For his first day in the yellow jersey, Vingegaard finished three minutes, 23 seconds behind Pidcock to keep his overall lead intact. The Jumbo-Visma team leader was in a group including defending champion Tadej Pogacar and 2018 Tour winner Geraint Thomas.

Pogacar, who cracked on Thursday in the first big Alpine stage, tested his rival twice in the last three kilometers but Vingegaard responded with ease.

Vingegaard leads Pogacar by two minutes, 22 seconds, with Thomas third, 2:26 off the pace.

Pidcock and four-time champion Chris Froome had joined forces earlier in the day in the downhill of the Col du Galibier to catch the breakaway. The daunting 165-kilometer (102.5-mile) Stage 12 from Briancon featured three tough climbs so difficult that they are classified as “beyond category” — the Col du Galibier, the Col de La Croix de Fer and the climb to Alpe d’Huez.

At the foot of the final climb, the five remaining breakaway riders — Louis Meintjes, Froome, Pidcock, Neilson Powless and Giulio Ciccone — had a lead of more than six minutes on the group including all the main contenders.

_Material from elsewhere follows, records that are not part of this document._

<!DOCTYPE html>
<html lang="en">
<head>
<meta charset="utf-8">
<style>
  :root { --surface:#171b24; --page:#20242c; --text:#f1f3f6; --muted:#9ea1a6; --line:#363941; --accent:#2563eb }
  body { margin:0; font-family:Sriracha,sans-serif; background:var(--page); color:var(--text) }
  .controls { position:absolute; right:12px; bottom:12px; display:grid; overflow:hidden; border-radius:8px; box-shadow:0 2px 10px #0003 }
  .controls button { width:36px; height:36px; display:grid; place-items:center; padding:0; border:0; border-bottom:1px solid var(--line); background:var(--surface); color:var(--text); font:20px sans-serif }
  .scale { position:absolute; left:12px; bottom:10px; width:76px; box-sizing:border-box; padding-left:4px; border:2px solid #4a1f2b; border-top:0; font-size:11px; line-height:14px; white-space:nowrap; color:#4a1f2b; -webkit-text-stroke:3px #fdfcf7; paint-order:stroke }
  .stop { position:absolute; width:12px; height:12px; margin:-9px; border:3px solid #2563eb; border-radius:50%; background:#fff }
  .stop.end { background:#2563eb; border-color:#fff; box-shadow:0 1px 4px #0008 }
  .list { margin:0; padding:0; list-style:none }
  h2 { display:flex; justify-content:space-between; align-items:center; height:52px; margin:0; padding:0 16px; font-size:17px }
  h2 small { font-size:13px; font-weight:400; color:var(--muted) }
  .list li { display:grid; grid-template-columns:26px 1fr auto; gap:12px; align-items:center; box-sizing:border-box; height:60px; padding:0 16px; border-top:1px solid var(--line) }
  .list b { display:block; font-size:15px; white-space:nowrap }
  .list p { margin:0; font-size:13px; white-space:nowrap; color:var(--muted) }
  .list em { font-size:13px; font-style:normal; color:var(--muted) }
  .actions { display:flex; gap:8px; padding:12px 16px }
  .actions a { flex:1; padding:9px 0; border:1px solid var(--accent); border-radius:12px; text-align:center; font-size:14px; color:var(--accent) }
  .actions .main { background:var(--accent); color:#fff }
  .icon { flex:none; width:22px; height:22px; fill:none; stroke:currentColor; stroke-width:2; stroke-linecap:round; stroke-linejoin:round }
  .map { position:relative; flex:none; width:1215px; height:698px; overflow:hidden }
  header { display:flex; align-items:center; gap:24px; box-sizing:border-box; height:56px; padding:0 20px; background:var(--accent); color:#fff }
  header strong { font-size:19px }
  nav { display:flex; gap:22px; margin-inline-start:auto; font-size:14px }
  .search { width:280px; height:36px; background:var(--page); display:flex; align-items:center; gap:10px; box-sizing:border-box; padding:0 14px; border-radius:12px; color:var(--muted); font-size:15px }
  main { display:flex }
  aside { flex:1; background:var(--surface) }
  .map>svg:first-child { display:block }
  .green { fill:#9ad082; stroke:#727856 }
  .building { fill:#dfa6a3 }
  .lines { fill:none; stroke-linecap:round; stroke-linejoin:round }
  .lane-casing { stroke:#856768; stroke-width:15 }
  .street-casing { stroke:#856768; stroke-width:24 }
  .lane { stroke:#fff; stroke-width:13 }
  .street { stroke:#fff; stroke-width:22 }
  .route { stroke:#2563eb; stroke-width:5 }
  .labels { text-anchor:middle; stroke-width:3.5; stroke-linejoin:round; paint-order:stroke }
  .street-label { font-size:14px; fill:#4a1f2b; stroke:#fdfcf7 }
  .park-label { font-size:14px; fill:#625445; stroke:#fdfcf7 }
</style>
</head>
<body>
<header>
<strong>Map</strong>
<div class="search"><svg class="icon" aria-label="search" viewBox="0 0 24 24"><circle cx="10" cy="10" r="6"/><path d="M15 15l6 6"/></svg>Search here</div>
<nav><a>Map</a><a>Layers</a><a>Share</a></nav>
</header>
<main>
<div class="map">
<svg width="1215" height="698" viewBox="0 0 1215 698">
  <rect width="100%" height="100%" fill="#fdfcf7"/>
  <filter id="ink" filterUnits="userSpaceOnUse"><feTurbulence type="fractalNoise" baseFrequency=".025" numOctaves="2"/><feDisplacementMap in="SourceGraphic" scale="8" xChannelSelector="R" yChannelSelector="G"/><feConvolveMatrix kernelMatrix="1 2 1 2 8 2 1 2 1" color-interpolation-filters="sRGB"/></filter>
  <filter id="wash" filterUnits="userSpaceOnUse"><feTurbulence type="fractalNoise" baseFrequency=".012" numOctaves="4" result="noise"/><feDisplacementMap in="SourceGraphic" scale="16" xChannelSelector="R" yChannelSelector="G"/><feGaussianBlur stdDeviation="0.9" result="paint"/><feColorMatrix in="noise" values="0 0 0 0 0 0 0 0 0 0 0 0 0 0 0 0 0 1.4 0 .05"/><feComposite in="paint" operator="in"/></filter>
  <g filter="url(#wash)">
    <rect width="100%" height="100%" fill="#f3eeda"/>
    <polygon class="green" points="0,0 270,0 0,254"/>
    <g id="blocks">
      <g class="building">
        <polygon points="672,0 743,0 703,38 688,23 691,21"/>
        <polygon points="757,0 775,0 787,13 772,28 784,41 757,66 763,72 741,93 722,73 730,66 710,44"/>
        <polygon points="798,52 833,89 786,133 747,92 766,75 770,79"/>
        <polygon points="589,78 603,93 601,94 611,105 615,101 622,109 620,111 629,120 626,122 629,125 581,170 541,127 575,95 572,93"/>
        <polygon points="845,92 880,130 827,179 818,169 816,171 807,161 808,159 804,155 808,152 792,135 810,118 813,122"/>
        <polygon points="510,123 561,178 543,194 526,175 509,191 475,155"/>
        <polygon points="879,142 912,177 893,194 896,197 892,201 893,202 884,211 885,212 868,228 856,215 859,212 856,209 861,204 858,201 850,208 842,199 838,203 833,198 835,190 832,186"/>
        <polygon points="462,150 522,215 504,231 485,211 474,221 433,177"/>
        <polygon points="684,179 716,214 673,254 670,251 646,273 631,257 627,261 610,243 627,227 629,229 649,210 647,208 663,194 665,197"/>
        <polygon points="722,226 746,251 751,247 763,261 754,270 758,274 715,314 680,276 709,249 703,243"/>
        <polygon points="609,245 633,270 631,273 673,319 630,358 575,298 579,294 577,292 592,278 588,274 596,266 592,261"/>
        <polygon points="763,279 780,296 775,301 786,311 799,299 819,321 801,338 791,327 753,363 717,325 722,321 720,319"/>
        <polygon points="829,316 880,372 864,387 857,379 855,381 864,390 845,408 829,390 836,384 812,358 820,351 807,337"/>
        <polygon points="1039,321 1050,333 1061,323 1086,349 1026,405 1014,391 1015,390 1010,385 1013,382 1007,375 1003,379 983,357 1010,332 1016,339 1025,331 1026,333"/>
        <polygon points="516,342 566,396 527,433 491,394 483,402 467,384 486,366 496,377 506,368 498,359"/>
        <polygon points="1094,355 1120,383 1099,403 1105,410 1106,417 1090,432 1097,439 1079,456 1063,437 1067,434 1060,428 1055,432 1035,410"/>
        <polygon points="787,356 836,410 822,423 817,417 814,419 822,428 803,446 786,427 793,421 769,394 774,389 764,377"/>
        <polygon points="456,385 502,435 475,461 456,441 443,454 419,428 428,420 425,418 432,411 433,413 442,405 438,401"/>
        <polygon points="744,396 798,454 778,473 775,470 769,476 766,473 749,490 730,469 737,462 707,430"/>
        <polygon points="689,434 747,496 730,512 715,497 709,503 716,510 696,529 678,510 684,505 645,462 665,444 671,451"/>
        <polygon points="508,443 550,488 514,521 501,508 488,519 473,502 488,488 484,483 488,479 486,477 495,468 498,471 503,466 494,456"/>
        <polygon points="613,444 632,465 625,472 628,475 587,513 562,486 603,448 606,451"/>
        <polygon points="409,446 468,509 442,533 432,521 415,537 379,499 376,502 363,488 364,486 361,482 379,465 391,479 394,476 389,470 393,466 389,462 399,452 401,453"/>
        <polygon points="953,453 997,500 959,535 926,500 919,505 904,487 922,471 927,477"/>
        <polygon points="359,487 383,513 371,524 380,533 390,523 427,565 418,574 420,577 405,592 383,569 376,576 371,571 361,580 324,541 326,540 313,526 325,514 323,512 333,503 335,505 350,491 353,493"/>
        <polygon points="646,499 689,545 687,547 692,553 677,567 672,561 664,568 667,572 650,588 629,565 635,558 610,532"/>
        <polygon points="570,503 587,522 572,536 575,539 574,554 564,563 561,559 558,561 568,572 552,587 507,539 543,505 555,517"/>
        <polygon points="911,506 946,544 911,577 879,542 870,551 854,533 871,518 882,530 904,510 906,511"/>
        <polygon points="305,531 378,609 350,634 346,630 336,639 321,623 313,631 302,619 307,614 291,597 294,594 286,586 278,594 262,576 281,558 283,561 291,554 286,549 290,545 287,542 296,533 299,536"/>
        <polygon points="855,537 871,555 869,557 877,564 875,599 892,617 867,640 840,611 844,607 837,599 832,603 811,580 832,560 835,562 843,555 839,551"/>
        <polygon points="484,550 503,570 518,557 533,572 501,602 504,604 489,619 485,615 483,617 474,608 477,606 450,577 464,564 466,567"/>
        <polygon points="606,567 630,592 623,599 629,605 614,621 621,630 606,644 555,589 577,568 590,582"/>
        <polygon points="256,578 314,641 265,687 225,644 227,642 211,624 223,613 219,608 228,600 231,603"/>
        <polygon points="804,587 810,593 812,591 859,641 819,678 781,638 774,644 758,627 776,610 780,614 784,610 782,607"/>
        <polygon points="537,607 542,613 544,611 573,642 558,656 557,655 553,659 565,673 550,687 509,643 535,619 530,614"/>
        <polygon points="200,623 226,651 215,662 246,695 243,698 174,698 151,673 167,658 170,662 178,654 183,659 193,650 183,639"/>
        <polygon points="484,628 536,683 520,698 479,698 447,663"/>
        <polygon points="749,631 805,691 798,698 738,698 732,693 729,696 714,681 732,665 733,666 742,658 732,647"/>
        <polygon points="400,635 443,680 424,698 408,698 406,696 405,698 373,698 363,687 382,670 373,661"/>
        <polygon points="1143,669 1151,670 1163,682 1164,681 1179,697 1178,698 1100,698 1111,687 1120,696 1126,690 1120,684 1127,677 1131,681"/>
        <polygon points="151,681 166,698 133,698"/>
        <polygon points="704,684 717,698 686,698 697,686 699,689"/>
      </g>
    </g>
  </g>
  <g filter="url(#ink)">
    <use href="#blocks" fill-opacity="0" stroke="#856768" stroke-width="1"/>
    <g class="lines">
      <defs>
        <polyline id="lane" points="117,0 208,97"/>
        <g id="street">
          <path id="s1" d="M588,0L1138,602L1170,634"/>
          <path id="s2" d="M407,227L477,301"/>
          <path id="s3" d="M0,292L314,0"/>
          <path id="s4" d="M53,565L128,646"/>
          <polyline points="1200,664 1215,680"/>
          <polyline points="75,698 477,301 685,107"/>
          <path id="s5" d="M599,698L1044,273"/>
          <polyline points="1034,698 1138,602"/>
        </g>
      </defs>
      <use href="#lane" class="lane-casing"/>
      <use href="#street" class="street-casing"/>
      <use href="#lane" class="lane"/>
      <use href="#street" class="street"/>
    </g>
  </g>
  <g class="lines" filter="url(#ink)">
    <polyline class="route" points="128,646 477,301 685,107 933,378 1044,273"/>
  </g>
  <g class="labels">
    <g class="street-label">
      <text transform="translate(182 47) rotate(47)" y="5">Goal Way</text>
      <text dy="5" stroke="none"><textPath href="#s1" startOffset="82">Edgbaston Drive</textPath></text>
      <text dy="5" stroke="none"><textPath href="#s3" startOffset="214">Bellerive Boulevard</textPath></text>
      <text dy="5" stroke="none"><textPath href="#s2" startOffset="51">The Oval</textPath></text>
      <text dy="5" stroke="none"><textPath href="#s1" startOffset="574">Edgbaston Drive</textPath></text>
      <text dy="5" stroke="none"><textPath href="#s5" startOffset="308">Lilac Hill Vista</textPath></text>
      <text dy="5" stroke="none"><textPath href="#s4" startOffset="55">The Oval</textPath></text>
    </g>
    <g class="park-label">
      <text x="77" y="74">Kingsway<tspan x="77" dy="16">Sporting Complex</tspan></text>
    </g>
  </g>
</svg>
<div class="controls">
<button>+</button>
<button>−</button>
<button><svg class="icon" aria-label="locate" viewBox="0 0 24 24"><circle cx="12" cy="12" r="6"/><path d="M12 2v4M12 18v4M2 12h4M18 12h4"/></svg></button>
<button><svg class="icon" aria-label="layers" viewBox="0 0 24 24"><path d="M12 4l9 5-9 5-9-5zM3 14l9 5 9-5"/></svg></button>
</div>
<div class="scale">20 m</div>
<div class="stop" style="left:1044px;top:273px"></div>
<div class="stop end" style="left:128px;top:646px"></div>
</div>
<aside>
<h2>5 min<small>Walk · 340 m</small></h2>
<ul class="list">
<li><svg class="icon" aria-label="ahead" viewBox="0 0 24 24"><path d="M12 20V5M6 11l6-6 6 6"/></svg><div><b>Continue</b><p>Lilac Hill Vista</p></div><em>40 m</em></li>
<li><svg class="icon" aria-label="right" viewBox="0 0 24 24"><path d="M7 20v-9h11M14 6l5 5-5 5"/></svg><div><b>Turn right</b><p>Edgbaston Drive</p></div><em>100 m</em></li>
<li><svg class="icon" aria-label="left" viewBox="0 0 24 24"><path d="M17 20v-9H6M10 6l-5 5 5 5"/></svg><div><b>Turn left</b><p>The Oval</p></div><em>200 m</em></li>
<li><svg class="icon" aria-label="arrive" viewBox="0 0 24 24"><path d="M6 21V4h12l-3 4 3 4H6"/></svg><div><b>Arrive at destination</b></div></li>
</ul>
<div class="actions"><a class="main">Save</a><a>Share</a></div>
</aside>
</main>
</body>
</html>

Amid the sound of cowbells and flares lit by some of the hundreds of thousands of fans lining the road, Pidcock accelerated with 10.5-kilometer left as he dropped Powless and Ciccone.

Meintjes and Froome stayed in contention a bit longer but Pidcock attacked again to dash Froome’s hopes of claiming a first win since the crash that nearly ended his career three years ago.

Pidcok beat the record of Colombia’s Lucho Herrera, who was 23 when he won on Alpe d’Huez in 1984. Meintjes was second at the top, 48 seconds behind, and Froome completed the stage podium.

“I gave it everything I had. No regrets,” Froome said.

Vingegaard took control of the race on Thursday at the end of an epic day of cycling that knocked Pogacar off his pedestal. After spending the day harassing the two-time champion with relentless attacks, Vingegaard finally dropped his Slovenian rival in the last climb of Stage 11.

Thursday’s battle between the main contenders was less spectacular. Jumbo-Visma riders rode at the front of the yellow jersey group in the final climb, setting the tempo and preventing attacks from Vingegaard’s rivals, except Pogacar’s moves.

On a disappointing Bastille day for French riders, Romain Bardet was dropped on the final climb and slipped to fourth overall, 2:35 off the pace.